Un grito de dolor. Xavier Lasso - (30/6/05).
Guantánamo es una vergüenza, a estas alturas no debería ni siquiera estar en manos de los Estados Unidos.

Un grito de protesta puede acabar con mil gritos de dolor”, ese es el lema que nos propone Amnistía Internacional, a propósito del día internacional contra la tortura, para llamar nuestra atención sobre lo que está pasando en el planeta. Muchas personas ahora mismo padecen tratos inhumanos. El gobierno de George W. Bush justifica su aporte a esta lacra, a esta miseria, de las peores que en nuestras bajas pasiones hemos inventado, en la lucha contra el terrorismo.
Desde el 11 de septiembre de 2001, Estados Unidos ha mantenido en centros carcelarios bajo su jurisdicción a más de 70 000 personas, de las cuales ni una sola ha sido condenada. Las cosas lucen tan enrevesadas en el país de Jefferson, Hamilton y Madison, que ciertas, y no pocas, declaraciones de sus políticos espantan. El senador republicano Jon Kyl ha dicho, a propósito de las voces que se han alzado contra lo que pasa en Guantánamo, “… los presos (ahí)… están bien tratados si se compara con los occidentales capturados por terroristas en Iraq, que suelen acabar decapitados”. Basta y sobra, con esa declaración, para entender buena parte de la política exterior que, en esa materia, propone y aplica la desesperación de Bush.

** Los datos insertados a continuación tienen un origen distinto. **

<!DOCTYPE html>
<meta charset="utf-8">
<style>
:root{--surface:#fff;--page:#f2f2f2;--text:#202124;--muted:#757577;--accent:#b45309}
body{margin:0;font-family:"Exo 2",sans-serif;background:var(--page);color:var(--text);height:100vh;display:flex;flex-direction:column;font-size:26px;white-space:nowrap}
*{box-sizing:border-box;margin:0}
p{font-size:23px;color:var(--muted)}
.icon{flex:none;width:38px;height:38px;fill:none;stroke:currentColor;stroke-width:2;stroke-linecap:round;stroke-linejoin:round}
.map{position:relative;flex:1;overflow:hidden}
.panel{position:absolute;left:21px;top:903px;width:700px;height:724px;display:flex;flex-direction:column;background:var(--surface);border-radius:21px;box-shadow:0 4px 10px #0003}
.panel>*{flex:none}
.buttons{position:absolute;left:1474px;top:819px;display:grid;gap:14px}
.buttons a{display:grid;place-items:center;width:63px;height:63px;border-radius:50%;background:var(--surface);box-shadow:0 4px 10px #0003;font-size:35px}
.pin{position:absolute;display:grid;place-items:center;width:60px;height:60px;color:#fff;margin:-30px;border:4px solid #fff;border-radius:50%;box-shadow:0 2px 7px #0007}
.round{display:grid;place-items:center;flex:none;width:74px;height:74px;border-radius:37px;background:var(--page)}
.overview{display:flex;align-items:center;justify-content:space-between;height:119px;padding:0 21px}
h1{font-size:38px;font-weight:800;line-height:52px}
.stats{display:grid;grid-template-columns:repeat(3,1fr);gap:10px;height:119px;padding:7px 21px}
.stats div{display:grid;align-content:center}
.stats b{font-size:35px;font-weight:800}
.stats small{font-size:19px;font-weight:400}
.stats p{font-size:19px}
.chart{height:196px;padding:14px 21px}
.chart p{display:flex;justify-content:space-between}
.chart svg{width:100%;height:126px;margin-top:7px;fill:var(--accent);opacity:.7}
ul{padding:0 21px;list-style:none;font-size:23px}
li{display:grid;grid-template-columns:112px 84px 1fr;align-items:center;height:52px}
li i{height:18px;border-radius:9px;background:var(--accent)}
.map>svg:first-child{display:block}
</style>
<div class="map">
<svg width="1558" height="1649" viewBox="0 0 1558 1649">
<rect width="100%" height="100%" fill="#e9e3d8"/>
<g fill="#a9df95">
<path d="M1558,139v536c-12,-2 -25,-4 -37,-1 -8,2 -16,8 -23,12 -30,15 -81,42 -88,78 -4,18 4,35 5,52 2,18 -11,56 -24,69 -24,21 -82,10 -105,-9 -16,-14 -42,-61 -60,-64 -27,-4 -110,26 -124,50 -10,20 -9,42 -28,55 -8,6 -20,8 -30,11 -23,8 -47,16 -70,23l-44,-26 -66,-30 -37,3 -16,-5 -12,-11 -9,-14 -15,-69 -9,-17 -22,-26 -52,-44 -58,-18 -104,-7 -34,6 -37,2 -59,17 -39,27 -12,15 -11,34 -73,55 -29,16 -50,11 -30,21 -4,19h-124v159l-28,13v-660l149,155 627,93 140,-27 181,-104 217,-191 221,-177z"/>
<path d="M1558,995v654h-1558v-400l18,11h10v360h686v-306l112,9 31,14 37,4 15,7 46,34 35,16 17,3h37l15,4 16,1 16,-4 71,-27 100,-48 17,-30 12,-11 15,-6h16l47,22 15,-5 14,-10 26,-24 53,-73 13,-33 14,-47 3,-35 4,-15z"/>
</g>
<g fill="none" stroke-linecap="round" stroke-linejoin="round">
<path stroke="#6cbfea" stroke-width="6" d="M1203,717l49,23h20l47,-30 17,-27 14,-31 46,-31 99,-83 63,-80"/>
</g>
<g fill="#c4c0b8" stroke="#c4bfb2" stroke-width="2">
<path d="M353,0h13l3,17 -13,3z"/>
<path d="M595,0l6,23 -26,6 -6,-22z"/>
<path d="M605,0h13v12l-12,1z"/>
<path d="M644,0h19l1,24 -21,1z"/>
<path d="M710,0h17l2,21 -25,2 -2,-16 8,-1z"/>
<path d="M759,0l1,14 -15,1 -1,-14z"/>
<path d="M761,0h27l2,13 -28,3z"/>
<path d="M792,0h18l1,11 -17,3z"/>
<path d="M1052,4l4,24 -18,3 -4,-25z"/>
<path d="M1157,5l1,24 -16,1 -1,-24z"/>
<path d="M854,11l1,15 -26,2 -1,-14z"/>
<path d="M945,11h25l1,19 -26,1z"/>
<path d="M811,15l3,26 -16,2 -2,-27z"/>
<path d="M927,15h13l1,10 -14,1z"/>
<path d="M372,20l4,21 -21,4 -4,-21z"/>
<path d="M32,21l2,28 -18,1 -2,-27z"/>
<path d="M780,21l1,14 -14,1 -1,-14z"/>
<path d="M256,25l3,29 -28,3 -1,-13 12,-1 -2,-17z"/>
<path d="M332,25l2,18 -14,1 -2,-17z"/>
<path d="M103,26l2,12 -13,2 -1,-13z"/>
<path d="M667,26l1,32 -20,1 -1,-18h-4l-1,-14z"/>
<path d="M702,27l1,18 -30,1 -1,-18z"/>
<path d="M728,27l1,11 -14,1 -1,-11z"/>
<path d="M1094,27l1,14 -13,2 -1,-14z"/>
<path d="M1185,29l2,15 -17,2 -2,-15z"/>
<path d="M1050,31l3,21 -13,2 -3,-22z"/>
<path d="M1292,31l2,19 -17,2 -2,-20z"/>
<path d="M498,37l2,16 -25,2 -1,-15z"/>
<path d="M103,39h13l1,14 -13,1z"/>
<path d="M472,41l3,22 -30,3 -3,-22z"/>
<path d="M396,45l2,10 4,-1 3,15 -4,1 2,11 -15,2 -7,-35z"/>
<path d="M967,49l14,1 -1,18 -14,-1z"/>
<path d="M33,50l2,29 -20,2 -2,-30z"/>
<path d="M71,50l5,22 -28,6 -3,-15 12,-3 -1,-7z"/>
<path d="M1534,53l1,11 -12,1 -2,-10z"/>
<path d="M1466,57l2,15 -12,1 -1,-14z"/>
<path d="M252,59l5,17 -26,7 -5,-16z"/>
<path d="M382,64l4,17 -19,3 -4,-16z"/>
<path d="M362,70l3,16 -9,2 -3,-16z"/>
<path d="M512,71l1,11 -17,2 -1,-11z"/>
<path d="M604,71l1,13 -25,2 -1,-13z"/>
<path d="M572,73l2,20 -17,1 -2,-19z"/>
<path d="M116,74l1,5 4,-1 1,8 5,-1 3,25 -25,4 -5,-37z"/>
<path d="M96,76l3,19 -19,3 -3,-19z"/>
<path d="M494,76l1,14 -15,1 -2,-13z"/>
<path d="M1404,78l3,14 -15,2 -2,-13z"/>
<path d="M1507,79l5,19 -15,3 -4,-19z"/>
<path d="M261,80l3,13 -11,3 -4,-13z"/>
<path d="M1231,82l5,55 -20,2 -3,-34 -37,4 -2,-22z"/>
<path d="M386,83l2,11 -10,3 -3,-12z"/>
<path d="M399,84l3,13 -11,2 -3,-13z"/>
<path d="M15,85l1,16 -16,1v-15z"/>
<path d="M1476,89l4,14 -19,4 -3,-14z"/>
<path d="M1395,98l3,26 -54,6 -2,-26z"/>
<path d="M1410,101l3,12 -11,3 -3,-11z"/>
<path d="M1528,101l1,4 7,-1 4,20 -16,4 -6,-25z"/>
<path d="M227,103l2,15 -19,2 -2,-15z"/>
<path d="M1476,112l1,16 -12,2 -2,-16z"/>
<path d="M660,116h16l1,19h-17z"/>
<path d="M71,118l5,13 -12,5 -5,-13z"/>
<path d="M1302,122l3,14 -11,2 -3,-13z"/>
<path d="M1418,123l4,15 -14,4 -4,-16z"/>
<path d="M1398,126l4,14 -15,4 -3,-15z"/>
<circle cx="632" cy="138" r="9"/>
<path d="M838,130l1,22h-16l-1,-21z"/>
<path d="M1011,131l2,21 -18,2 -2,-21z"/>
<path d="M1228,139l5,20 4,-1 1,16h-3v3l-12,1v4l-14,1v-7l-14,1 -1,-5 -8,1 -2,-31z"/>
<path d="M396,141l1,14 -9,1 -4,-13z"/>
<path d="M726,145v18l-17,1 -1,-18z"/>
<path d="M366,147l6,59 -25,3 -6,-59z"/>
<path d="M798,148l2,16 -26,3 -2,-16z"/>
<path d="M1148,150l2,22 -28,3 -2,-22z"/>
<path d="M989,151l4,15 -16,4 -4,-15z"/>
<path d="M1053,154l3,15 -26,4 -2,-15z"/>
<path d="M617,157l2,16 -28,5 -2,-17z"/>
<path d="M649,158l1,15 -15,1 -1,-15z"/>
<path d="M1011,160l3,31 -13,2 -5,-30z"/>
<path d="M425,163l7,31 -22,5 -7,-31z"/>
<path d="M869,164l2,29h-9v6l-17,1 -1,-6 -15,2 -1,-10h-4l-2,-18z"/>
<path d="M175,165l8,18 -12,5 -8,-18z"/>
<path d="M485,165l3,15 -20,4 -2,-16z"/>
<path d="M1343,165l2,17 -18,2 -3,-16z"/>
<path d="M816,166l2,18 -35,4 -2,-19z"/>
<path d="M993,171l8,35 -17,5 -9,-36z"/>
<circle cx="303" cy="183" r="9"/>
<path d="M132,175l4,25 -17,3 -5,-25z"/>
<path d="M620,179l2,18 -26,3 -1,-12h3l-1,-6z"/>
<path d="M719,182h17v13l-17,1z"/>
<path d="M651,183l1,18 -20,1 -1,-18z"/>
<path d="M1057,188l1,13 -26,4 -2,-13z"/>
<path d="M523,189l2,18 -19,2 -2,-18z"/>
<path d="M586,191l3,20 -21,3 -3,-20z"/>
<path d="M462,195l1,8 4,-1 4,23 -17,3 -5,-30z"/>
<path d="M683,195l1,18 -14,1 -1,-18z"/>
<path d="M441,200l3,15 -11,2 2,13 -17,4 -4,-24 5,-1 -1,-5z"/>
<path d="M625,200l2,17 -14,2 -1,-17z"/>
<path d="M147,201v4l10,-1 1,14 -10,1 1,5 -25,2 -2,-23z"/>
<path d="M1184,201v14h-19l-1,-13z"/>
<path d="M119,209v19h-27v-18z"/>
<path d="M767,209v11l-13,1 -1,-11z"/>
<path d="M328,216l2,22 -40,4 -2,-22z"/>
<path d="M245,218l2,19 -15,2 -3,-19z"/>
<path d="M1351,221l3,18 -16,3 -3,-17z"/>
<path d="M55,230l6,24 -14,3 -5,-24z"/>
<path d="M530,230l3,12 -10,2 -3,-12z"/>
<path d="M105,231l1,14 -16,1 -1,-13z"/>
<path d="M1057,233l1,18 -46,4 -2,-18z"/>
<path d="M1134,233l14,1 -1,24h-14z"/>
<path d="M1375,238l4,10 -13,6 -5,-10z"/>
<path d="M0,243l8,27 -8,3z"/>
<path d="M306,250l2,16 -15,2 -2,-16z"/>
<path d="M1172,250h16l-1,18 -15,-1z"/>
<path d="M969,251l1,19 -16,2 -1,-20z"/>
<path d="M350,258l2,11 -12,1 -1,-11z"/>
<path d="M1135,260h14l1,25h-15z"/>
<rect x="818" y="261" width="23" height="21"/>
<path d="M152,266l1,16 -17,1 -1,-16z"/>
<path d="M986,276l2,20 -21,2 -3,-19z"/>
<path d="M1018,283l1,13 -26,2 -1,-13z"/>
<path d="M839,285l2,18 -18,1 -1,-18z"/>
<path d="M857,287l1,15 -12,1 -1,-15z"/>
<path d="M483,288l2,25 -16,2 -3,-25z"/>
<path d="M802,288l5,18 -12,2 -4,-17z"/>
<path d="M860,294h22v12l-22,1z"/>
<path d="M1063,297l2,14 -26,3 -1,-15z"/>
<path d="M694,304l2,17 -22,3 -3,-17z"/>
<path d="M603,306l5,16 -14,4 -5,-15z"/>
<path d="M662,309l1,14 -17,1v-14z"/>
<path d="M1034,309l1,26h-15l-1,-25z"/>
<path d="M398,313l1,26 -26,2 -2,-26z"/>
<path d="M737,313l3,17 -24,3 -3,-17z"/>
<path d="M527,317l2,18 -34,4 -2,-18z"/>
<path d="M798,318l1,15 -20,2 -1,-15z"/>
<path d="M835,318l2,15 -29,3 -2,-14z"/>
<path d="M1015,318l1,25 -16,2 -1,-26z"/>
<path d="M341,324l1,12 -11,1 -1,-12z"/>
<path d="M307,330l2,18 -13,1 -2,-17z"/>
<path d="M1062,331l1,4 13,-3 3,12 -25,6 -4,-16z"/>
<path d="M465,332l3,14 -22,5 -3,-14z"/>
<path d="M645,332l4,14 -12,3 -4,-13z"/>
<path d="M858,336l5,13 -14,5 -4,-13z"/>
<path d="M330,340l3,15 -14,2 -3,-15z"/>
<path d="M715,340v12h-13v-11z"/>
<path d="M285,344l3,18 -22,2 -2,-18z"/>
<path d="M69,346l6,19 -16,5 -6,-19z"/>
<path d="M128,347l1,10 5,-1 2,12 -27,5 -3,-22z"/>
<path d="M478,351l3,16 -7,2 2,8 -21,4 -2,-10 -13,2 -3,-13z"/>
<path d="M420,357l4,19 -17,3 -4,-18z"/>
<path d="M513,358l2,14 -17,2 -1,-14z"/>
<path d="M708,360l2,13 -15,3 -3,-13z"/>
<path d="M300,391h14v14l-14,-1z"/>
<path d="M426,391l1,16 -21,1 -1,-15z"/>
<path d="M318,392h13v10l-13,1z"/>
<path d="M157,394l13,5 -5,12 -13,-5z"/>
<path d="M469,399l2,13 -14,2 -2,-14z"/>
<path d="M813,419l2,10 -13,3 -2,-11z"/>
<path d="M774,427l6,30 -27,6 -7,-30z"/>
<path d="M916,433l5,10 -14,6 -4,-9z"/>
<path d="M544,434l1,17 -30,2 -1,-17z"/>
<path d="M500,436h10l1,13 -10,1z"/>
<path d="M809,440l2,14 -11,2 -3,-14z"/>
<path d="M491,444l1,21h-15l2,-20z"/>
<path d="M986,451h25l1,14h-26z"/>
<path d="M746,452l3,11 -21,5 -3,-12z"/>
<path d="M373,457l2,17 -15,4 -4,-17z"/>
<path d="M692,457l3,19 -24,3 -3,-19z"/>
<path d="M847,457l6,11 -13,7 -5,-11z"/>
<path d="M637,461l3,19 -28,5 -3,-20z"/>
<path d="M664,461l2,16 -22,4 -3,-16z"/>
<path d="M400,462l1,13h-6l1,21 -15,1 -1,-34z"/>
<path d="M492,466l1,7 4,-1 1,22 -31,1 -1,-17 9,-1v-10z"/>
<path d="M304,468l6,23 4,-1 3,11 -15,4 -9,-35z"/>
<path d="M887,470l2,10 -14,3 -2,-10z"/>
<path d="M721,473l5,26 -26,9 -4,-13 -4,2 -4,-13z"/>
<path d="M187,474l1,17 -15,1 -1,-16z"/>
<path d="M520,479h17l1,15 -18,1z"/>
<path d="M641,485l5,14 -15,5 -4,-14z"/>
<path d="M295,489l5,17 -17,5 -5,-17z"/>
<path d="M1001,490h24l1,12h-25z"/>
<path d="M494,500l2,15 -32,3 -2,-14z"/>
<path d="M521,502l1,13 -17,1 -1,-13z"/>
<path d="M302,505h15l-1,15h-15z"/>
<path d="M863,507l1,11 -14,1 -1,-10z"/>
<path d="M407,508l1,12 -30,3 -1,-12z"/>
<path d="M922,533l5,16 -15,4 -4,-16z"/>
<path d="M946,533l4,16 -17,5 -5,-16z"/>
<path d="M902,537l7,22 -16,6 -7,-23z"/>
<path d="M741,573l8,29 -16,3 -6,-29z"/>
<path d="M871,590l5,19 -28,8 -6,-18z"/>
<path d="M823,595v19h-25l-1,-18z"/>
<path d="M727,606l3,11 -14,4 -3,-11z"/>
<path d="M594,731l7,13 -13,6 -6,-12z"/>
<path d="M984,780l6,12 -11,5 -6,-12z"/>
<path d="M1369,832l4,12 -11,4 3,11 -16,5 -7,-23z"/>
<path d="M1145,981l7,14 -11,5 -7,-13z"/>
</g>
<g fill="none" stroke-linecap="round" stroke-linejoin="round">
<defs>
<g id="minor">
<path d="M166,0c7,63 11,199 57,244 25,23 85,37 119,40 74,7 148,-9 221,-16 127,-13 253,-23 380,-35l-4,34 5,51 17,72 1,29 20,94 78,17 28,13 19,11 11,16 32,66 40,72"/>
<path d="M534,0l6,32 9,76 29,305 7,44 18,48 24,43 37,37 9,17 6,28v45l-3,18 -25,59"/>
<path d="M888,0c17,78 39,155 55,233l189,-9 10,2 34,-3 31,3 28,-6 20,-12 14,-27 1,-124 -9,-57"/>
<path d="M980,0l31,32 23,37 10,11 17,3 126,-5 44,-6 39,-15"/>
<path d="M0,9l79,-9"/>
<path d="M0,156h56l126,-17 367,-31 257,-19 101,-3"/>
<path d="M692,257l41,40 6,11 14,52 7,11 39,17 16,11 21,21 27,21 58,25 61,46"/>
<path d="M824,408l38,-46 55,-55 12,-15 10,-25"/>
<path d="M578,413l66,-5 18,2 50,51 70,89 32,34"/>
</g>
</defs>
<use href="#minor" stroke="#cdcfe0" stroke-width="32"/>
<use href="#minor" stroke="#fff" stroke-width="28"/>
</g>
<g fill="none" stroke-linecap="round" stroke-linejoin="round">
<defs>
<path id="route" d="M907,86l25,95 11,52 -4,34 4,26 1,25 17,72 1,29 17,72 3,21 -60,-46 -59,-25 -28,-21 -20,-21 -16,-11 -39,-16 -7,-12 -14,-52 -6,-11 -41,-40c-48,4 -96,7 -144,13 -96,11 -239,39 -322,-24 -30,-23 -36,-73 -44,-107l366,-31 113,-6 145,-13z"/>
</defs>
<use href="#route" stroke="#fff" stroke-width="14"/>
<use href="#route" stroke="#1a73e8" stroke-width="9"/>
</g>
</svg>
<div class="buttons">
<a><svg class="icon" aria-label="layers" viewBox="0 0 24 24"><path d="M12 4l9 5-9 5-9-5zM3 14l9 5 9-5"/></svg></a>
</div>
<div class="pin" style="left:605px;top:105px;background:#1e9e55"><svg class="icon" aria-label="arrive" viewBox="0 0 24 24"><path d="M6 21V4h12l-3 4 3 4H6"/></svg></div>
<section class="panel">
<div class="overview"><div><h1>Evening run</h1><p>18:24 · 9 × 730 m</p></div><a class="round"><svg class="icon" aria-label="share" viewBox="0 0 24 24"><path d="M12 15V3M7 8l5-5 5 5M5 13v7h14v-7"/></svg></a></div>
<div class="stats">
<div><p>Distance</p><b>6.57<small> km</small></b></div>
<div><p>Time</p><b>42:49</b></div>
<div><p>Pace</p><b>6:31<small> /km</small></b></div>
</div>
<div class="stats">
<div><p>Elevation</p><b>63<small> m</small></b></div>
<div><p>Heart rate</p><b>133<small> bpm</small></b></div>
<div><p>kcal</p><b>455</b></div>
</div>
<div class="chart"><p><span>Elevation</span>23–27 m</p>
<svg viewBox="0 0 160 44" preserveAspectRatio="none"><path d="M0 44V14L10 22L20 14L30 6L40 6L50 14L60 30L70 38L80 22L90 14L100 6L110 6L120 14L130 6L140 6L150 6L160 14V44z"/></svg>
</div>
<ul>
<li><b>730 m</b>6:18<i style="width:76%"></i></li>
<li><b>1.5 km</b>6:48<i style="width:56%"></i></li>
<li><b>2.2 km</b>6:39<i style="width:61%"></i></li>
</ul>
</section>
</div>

Civilización es una noción que ellos mismos han sustentado, y en esa visión, con aires de arrogancia, han pretendido situarse como los mejores representantes del mundo civilizado, de lo occidental por antonomasia. Ellos los representantes de una democracia, gendarmes, apóstoles de esa democracia, ahora, por oposición y mirándose en el espejo de la barbarie, se encuentran bien, no pasa nada, están satisfechos. En Guantánamo, en sus manos desde finales del siglo XIX, territorios que se tomaron por su participación, entrometimiento más bien, en las guerras de Cuba contra España, se sospechan las peores cosas: torturas, vejaciones, degradaciones, una gama enorme de abusos y, además, no les da la gana de aceptar la intervención de organismos internacionales que, con su presencia, intentan garantizar la aplicación de todos los acuerdos que sobre la guerra se han pactado.
Dicen no, prepotentemente, amparados en que los capturados son enemigos “ilegales” y que, por último, Guantánamo no es jurisdicción estadounidense. A la hora de justificar cualquier cosa el cinismo es el mejor atajo. Pero el Tribunal Supremo de ese mismo país, los Estados Unidos, que funciona como una instancia constitucional, sentenció ya que los presos de Guantánamo deben tener acceso a los tribunales estadounidenses porque Estados Unidos controla la base. Como para que se tenga muy claro que una cosa es el Estado y otra los gobiernos, y hoy, penosamente, existe un gobierno que no le importa perder la batalla de la imagen ante el mundo.
Guantánamo es una vergüenza, a estas alturas no debería ni siquiera estar en manos de los Estados Unidos, ya no son épocas propicias para pensamientos como el del senador Orville Platt, el de la famosa enmienda que adhirió, como parásito, a la constitución cubana la tutela del país que así se inauguraba en sus afanes imperiales, expansionistas. Guantánamo no es equiparable al gulag, porque las magnitudes son distintas, cientos de miles murieron en manos de la dictadura de Stalin. Pero, hay que recuperar a Antoine de Saint-Exupèry en su Vuelo nocturno para recordar que las tragedias humanas no son estadísticas. Un solo torturado niega todo nuestro humanismo.